Erosi ketika intensitas curah hujan tinggi membuka celah bagi bencana tambahan selain banjir, yaitu tanah longsor.

Penyebab tanah longsor memang beragam, mulai dari hujan, gempa bumi, pencairan salju, aktivitas gunung berapi, erosi sungai, gangguan aktivitas manusia atau kombinasi dari beberapa faktor yang membuat sebuah lereng tidak stabil. Tanah longsor adalah kondisi di mana ada pergerakan batuan, tanah, atau puing-puing di bagian tanah yang miring.

Tanah longsor bisa bermula dari lereng yang sudah rentan bergerak karena curah hujan, pencairan salju, perubahan tingkat air, erosi sungai, perubahan air tanah, gempa bumi, aktivitas gunung berapi, gangguan oleh aktivitas manusia, atau kombinasi dari faktor-faktor tersebut. Guncangan gempa bumi juga dapat menyebabkan tanah longsor di bawah air. Tanah longsor ini disebut tanah longsor bawah laut, yang terkadang menyebabkan tsunami yang merusak wilayah pesisir.

Namun, yang paling sering memicu longsor adalah hujan lebat. United States Geological Survey (USGS) menjelaskan, penjenuhan tanah di lereng, curah hujan dengan intensitas tinggi dan berkepanjangan adalah pemicu longsor yang paling sering terjadi.

Dalam konteks bencana banjir dan tanah longsor, keadaan hutan di hulu sungai atau sekitar lereng permukiman warga bisa menjadi jalan masuk untuk memahami penyebab bencana air dan pergerakan tanah. Pasalnya, hutan adalah ekosistem kompleks yang mempengaruhi hampir setiap spesies di bumi. Hutan yang gundul dapat mengundang bencana alam baik secara lokal maupun global, sebagaimana dijelaskan oleh Live Science.

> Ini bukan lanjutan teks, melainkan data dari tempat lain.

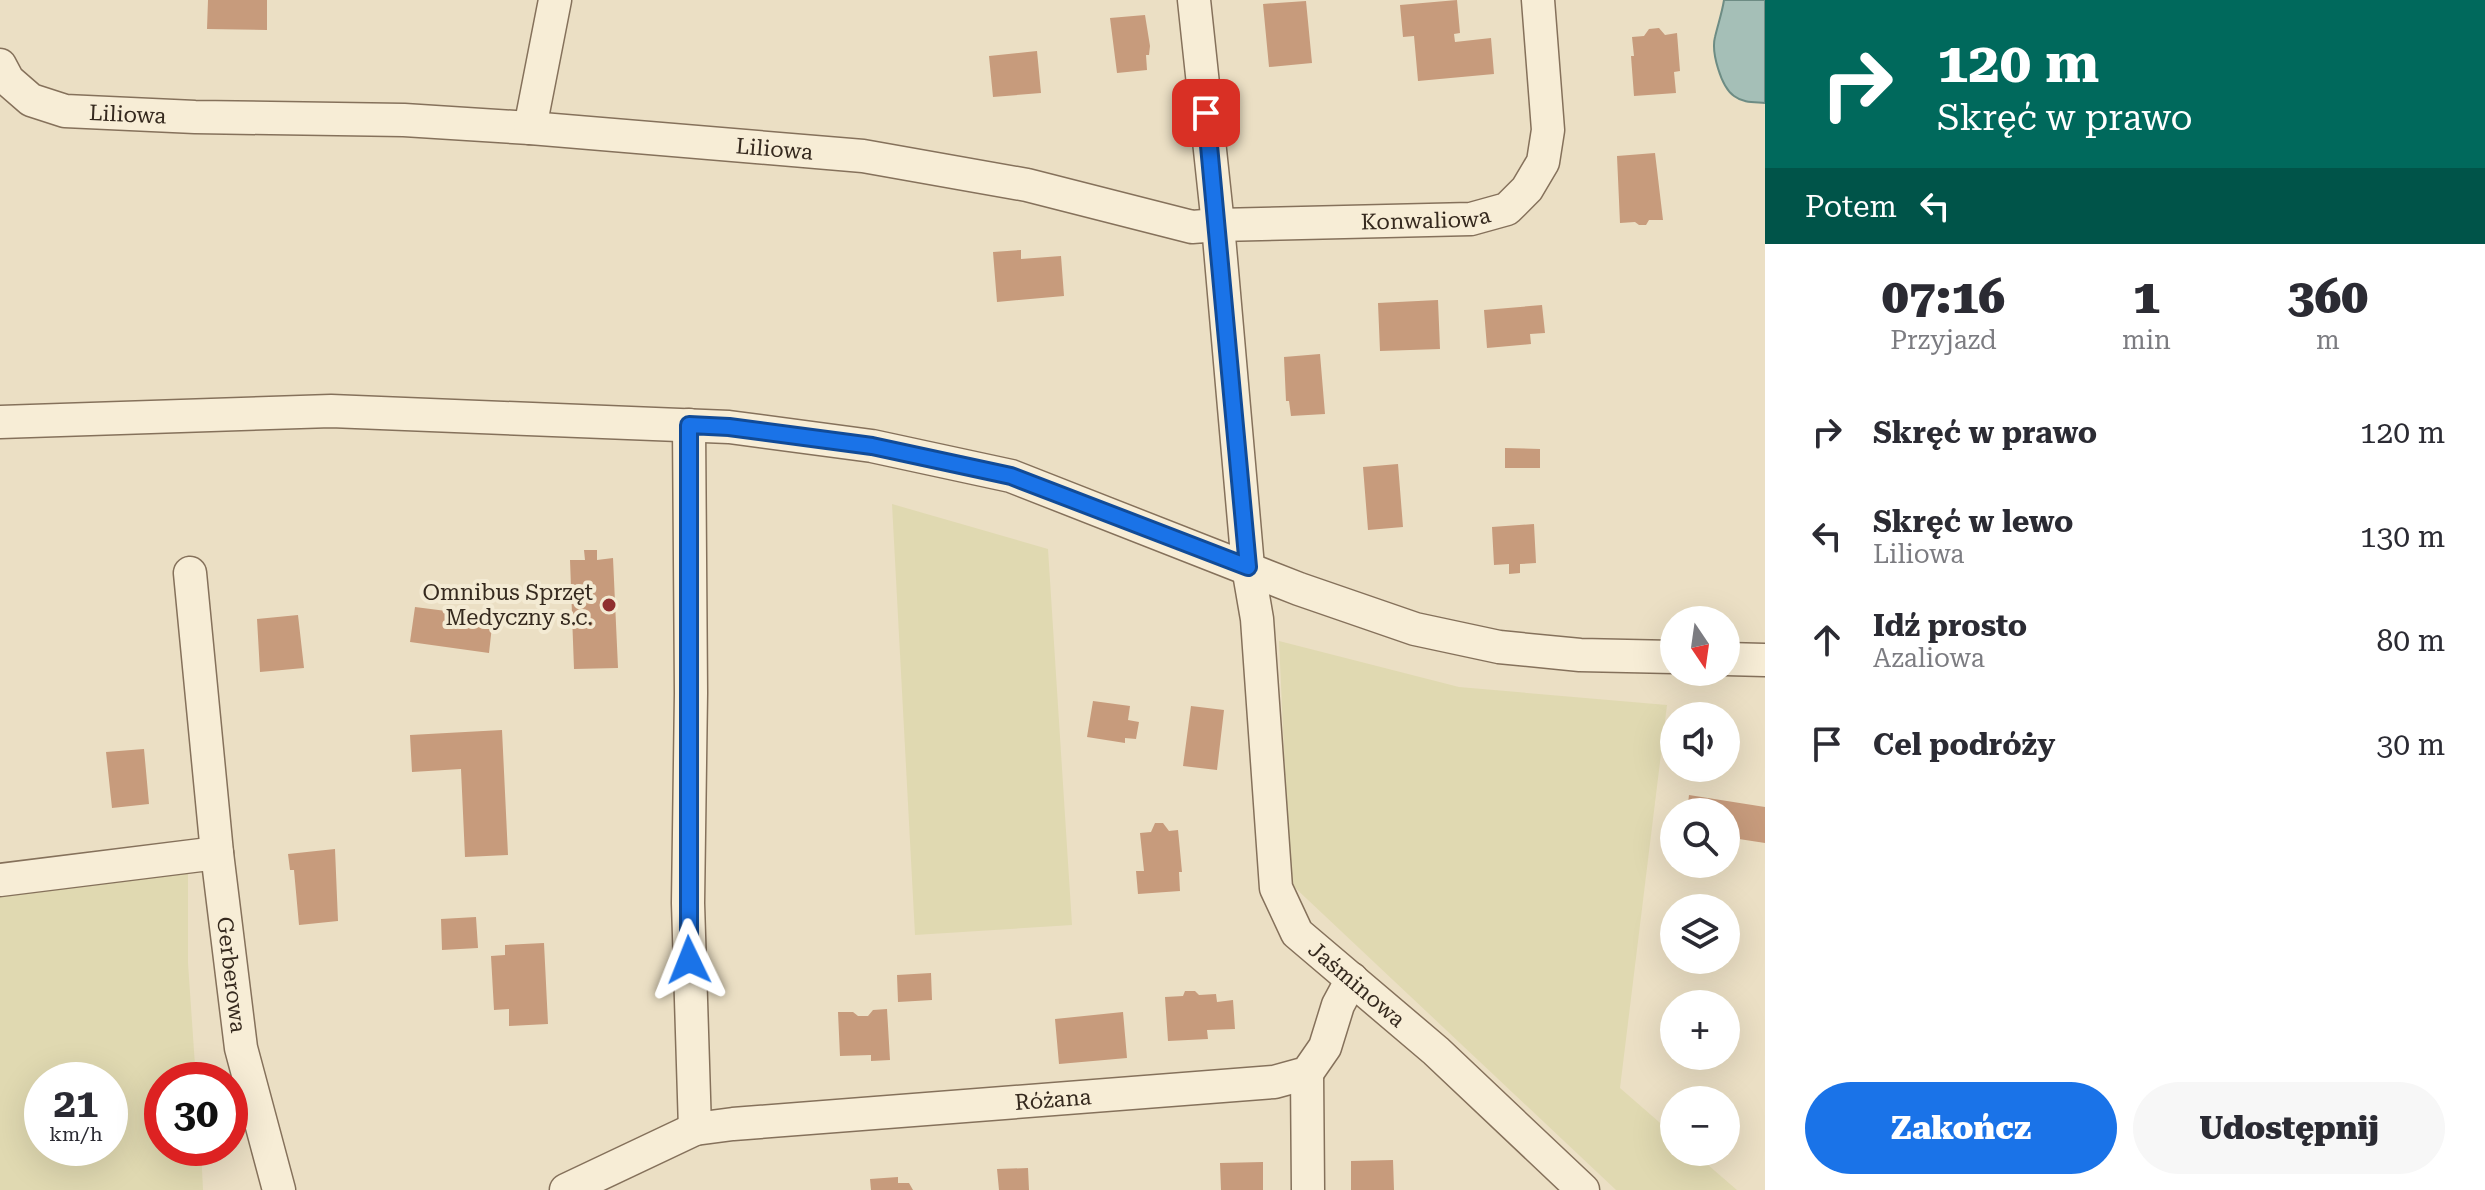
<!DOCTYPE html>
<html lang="pl">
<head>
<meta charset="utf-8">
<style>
  body { margin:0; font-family:"Roboto Serif",serif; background:#f7f7f7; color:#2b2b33; height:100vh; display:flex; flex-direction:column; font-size:30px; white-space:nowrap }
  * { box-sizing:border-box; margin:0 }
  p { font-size:26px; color:#7c7c81 }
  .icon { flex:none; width:44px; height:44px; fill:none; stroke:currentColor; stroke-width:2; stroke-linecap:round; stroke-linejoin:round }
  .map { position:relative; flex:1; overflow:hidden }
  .side { display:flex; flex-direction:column; background:#fff; width:720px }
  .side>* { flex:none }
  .top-card { background:#00695c; color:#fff; overflow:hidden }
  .needle { width:52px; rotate:167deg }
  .fabs { position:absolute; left:1660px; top:606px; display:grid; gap:16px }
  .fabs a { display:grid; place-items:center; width:80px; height:80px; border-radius:50%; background:#fff; box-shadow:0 8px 32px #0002; font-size:40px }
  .speed { position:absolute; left:24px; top:1062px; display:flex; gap:16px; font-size:40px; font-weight:700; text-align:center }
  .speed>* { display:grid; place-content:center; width:104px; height:104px; border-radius:50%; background:#fff; box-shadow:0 8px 32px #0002; line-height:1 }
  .speed small { font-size:20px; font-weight:400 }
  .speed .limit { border:12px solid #d22; background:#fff; color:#111 }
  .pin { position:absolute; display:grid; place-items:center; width:68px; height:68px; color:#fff; margin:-34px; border-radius:16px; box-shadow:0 4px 12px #0006 }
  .me { position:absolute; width:88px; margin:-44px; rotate:358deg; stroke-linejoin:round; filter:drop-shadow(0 0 6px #0008) }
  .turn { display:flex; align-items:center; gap:28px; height:168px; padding:0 40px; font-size:36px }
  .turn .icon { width:104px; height:104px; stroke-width:2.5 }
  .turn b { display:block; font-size:56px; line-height:68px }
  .then { display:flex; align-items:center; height:76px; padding:0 40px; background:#0003; gap:16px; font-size:30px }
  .eta { display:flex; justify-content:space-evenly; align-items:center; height:136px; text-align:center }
  .eta b { font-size:48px; font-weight:800; line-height:56px }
  .cta { display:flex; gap:16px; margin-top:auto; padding:16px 40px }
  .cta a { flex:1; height:92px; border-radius:48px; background:#1a73e8; color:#fff; font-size:32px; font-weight:800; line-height:92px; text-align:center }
  .cta a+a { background:#f7f7f7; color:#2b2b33 }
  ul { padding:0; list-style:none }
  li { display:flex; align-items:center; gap:24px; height:104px; padding:0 40px }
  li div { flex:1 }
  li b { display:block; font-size:30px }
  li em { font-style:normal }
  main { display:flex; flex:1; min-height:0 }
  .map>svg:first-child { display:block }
  .farmland { fill:#e0d9b1; fill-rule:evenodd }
  .water { fill:#a5bfb7; stroke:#6d8c84; stroke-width:2 }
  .building { fill:#c79b7c }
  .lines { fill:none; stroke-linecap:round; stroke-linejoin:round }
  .minor-casing { stroke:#85715b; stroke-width:35 }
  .minor { stroke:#f7edd6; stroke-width:32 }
  .route-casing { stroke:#114b97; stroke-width:20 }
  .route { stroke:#1a73e8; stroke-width:14 }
  .poi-dot { fill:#902f30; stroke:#f3ead3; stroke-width:3 }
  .labels { text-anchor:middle; stroke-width:8; stroke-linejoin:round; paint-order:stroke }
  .street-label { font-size:22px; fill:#35291e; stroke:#f3ead3 }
  .poi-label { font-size:22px; fill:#35291e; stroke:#f3ead3; text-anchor:end }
</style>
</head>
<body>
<main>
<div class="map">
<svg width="1765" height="1190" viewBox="0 0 1765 1190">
  <rect width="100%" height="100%" fill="#ebdfc4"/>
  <path class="farmland" d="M 892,504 L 1048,549 L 1072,925 L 915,935 Z
    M 1279,641 L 1459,687 L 1667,705 L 1620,1088 L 1674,1135 L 1674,1152 L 1693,1152 L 1737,1190 L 1616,1190 L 1290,883 Z
    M 188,871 L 188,963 L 196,1080 L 162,1080 L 162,1148 L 201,1148 L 203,1190 L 0,1190 L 0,887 ZM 42,1080 L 110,1080 L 110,1148 L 42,1148 Z"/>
  <path class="water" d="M 1724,0 L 1765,0 L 1765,103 C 1755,102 1743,103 1734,96 C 1721,87 1711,52 1715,37 C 1718,24 1722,13 1724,0 Z"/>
  <path class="building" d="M 208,0 L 267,0 L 267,30 L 207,29 Z
    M 1457,0 L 1460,33 L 1454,34 L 1455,42 L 1491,38 L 1494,74 L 1418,81 L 1414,36 L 1403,37 L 1400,5 Z
    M 1306,1 L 1312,63 L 1269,67 L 1263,4 Z
    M 1145,15 L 1150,46 L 1149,55 L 1146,55 L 1147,70 L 1117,73 L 1110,18 Z
    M 1659,28 L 1665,35 L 1677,33 L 1680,71 L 1674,72 L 1676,93 L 1634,96 L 1631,56 L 1634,56 L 1632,37 L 1644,36 L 1649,29 Z
    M 1037,51 L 1041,93 L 993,97 L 989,56 Z
    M 1655,153 L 1663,220 L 1649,220 L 1646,225 L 1639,225 L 1635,222 L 1620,223 L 1617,156 Z
    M 1021,250 L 1021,259 L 1061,256 L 1064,296 L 997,302 L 993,252 Z
    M 1438,300 L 1440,349 L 1380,351 L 1378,303 Z
    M 1542,305 L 1545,333 L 1530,334 L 1531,344 L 1487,348 L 1484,310 Z
    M 1320,354 L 1325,414 L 1291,416 L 1289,401 L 1286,401 L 1284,357 Z
    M 1505,448 L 1540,449 L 1540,468 L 1505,468 Z
    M 1398,464 L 1403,527 L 1368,530 L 1363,467 Z
    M 1534,524 L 1536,563 L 1520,564 L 1520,573 L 1509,574 L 1509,564 L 1494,565 L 1492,527 Z
    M 584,550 L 597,550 L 597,560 L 613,558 L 618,668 L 574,669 L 570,560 L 585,560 Z
    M 415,607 L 493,617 L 489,653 L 410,642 Z
    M 298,615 L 304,668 L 260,672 L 257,619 Z
    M 1093,701 L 1130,706 L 1128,720 L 1139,722 L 1136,739 L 1125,738 L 1125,743 L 1087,737 Z
    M 1191,706 L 1224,710 L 1217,770 L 1183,766 Z
    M 502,730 L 508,855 L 465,857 L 461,769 L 412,772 L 410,735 Z
    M 144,749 L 149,804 L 112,808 L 106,752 Z
    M 1689,795 L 1765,807 L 1765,843 L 1726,837 L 1726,812 L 1687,812 Z
    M 1155,823 L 1163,823 L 1169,831 L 1178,830 L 1182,872 L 1179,872 L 1180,891 L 1138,894 L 1136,871 L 1144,871 L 1140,833 L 1151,832 Z
    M 335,849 L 338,921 L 299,925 L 294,870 L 290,870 L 288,854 Z
    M 476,917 L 478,948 L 442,950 L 441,919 Z
    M 544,943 L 548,1024 L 509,1026 L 509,1009 L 494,1010 L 491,956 L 505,955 L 505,945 Z
    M 931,973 L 932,1000 L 898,1002 L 897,975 Z
    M 1185,991 L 1195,991 L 1199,995 L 1216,994 L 1217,1002 L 1233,1000 L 1235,1029 L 1207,1030 L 1208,1039 L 1168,1041 L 1165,997 L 1183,996 Z
    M 887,1009 L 890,1060 L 871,1061 L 871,1055 L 840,1056 L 838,1012 L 853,1012 L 858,1016 L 868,1016 L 873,1010 Z
    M 1123,1012 L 1127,1058 L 1059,1064 L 1055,1019 Z
    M 1393,1160 L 1394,1190 L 1351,1190 L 1351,1161 Z
    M 1263,1162 L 1263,1190 L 1221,1190 L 1220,1163 Z
    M 1028,1168 L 1029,1190 L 999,1190 L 997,1169 Z
    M 898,1177 L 898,1183 L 909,1183 L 913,1190 L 871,1190 L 870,1179 Z"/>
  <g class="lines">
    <defs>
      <g id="minor">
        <path id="s1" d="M 1194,0 L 1218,225 L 1471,219 L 1507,209 L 1527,189 L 1543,162 L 1548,130 L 1538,0"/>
        <path id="s2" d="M 0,65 L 8,80 L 31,100 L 65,111 L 195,117 L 404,120 L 530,128 L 863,156 L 1027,185 L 1192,227 L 1218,225 L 1248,567 L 1257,619 L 1276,888 L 1297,933 L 1436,1051 L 1583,1190"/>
        <path d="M 530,128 L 555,0"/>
        <path d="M 0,422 L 331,411 L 729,427 L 872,446 L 1011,476 L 1299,589 L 1415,629 L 1499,647 L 1580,655 L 1674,657"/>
        <path d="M 689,425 L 691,693 L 688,903 L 695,1129"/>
        <path id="s3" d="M 190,573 L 217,853 L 241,1048 L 279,1190"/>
        <path d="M 1726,659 L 1765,660"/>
        <path d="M 0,880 L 217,853"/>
        <path d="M 1307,1073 L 1308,1190"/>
        <path id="s4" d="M 566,1190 L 695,1129 L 733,1124 L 1274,1082 L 1307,1073 L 1325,1047 L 1338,1005 L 1352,979"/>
      </g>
    </defs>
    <use href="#minor" class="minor-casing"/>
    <use href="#minor" class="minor"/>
  </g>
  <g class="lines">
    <defs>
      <path id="route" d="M 689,960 L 689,425 L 729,427 L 872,446 L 1011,476 L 1248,567 L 1206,113"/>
    </defs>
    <use href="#route" class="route-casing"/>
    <use href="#route" class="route"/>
  </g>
  <circle class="poi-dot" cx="609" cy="605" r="8"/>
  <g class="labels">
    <g class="street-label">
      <text dy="8" stroke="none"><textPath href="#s2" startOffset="146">Liliowa</textPath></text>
      <text dy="8" stroke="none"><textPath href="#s2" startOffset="794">Liliowa</textPath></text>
      <text dy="8" stroke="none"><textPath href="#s1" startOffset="434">Konwaliowa</textPath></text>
      <text dy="8" stroke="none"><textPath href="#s3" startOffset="404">Gerberowa</textPath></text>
      <text dy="8" stroke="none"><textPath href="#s2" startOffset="2040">Jaśminowa</textPath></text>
      <text dy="8" stroke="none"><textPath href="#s4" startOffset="502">Różana</textPath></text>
    </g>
    <g class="poi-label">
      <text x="593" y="600">Omnibus Sprzęt<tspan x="593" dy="25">Medyczny s.c.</tspan></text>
    </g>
  </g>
</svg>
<div class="fabs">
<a><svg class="needle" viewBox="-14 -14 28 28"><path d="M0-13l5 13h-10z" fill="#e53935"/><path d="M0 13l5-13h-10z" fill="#7c7c81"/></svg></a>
<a><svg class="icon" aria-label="sound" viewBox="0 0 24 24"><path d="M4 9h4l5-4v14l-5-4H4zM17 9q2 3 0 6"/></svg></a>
<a><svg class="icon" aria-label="search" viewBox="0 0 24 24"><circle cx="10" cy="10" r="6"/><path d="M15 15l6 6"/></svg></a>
<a><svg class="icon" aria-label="layers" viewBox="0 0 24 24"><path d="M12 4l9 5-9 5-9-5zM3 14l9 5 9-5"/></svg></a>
<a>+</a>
<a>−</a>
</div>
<div class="speed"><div>21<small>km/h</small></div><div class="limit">30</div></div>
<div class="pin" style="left:1206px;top:113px;background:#d93025"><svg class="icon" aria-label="arrive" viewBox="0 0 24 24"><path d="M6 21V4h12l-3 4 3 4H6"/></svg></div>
<svg class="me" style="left:689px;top:960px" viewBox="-20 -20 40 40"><path d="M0-17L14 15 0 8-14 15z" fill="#1a73e8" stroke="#fff" stroke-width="4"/></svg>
</div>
<section class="side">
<div class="top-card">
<div class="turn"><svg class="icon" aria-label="right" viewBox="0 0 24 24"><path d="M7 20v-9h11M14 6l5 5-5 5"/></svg><div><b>120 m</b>Skręć w prawo</div></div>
<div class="then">Potem<svg class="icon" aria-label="left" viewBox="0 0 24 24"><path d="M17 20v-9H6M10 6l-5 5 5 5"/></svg></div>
</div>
<div class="eta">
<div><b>07:16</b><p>Przyjazd</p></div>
<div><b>1</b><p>min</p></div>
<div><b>360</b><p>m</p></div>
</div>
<ul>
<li><svg class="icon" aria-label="right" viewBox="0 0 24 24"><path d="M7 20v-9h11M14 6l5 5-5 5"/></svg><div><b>Skręć w prawo</b></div><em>120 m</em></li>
<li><svg class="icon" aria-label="left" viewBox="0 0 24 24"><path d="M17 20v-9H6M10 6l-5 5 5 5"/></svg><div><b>Skręć w lewo</b><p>Liliowa</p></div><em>130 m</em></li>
<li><svg class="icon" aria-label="ahead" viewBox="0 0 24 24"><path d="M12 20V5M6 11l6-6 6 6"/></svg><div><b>Idź prosto</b><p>Azaliowa</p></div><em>80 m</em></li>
<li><svg class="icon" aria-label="arrive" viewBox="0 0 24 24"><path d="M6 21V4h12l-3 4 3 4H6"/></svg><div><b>Cel podróży</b></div><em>30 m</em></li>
</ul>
<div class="cta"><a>Zakończ</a><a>Udostępnij</a></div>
</section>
</main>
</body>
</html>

Pepohonan di hutan, misalnya, mampu menyerap hujan dan menghasilkan uap air yang dilepaskan ke atmosfer melalui proses fotosintesis. Akar-akar pohon mampu menghentikan limpasan air agar tak terjun bebas ke bawah. Selain menahan air dan menyimpannya, akar pohon bisa berperan sebagai kawat alami yang memagari tanah agar tidak mudah kehilangan kekuatan sehingga menyebabkan erosi. Akhirnya, perubahan iklim dan alih fungsi lahan hutan yang tidak mengindahkan tata ruang lingkungan turut berkontribusi pada terjadinya banjir bandang dan tanah longsor di berbagai daerah di Indonesia maupun dunia.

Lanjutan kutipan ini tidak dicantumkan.